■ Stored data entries
§ §

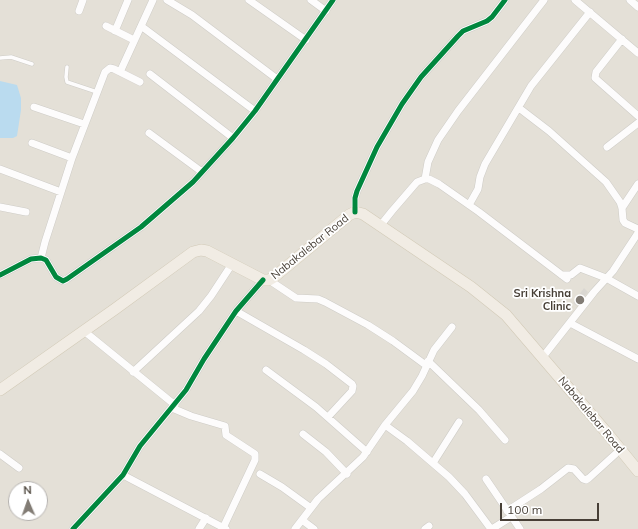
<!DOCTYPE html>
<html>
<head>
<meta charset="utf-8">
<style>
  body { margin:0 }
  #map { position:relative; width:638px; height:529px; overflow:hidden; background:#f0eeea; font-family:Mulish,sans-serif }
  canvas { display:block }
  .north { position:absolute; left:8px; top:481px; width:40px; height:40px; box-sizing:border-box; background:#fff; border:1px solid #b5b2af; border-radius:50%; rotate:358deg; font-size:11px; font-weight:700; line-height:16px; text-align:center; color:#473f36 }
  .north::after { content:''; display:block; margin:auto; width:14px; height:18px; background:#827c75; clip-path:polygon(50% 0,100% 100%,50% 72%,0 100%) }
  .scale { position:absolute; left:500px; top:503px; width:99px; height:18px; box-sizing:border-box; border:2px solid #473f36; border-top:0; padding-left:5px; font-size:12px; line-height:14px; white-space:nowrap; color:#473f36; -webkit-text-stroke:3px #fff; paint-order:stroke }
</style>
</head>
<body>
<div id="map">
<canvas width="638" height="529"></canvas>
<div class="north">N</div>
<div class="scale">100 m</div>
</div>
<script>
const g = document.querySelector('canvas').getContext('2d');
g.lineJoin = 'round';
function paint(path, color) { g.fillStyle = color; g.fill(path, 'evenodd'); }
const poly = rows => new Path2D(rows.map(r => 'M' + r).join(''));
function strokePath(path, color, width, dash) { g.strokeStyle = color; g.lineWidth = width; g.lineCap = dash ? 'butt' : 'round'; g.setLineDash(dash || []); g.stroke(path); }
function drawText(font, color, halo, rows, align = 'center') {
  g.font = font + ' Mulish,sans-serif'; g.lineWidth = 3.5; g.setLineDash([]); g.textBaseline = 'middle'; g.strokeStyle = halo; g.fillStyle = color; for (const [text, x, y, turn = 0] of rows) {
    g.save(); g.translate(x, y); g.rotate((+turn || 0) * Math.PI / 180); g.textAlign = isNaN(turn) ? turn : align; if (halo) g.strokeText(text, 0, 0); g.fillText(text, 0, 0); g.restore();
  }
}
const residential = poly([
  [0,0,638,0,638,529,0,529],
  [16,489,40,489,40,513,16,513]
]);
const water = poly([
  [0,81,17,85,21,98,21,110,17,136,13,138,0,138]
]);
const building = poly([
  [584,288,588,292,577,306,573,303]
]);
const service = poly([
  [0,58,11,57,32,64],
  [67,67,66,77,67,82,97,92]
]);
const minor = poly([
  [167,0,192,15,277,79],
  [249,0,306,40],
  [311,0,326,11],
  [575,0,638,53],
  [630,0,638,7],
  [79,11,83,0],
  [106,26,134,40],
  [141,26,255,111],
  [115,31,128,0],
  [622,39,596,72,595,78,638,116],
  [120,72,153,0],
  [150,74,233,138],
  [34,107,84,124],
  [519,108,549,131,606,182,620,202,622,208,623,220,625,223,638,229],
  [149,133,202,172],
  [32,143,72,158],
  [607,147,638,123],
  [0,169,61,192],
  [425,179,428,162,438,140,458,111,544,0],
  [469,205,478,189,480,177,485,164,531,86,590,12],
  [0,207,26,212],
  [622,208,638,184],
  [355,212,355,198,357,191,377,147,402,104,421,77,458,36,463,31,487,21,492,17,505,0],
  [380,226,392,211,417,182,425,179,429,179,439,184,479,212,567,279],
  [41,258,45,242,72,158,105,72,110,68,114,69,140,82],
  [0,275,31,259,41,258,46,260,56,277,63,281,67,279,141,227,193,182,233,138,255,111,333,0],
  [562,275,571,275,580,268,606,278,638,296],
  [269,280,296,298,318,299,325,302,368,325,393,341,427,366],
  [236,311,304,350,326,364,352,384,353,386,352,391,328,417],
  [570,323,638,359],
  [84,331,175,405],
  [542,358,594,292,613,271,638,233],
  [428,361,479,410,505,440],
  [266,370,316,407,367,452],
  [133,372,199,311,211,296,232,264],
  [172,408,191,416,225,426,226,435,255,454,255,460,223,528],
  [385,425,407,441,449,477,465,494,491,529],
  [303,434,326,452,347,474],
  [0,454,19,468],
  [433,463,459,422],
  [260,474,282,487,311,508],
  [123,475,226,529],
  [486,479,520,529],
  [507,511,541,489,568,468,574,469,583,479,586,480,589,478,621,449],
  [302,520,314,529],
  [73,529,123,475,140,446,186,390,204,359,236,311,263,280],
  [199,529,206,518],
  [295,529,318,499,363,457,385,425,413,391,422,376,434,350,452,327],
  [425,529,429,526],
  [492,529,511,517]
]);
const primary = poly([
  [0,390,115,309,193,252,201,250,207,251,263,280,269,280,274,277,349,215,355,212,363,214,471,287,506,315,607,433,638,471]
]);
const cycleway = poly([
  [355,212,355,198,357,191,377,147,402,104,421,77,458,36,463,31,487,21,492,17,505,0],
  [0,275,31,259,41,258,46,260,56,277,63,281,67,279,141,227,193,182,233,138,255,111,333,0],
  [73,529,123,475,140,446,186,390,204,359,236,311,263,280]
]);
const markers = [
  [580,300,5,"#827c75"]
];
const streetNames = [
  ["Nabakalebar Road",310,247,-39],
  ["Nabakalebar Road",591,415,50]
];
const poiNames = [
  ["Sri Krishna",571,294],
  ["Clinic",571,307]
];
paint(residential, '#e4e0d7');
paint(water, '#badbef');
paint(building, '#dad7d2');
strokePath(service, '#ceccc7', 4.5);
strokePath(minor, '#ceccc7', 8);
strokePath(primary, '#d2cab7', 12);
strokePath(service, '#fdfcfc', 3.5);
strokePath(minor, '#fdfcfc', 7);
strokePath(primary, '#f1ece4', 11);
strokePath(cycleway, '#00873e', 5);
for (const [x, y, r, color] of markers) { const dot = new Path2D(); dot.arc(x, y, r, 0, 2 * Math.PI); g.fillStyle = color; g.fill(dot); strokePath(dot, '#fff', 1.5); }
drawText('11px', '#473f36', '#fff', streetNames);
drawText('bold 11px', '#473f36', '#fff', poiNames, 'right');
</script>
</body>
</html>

§ §

■ WORK INSTRUCTION
Among the lines above, find those with the string "strokeStyle" and copy them.

■ RESULT BELOW
function strokePath(path, color, width, dash) { g.strokeStyle = color; g.lineWidth = width; g.lineCap = dash ? 'butt' : 'round'; g.setLineDash(dash || []); g.stroke(path); }
  g.font = font + ' Mulish,sans-serif'; g.lineWidth = 3.5; g.setLineDash([]); g.textBaseline = 'middle'; g.strokeStyle = halo; g.fillStyle = color; for (const [text, x, y, turn = 0] of rows) {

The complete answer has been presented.